Work order: Nothing in the data may change. Copy all of it exactly.

Source material:
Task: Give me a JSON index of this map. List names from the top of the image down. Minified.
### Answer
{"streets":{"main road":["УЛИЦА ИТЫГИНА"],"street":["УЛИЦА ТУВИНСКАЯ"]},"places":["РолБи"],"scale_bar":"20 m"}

Answer for this exercise:
Task: Give me a JSON index of this map. List names from the top of the image down. Minified.
### Answer
{"streets":{"main road":["УЛИЦА ИТЫГИНА"],"street":["УЛИЦА ТУВИНСКАЯ"]},"places":["РолБи"],"scale_bar":"20 m"}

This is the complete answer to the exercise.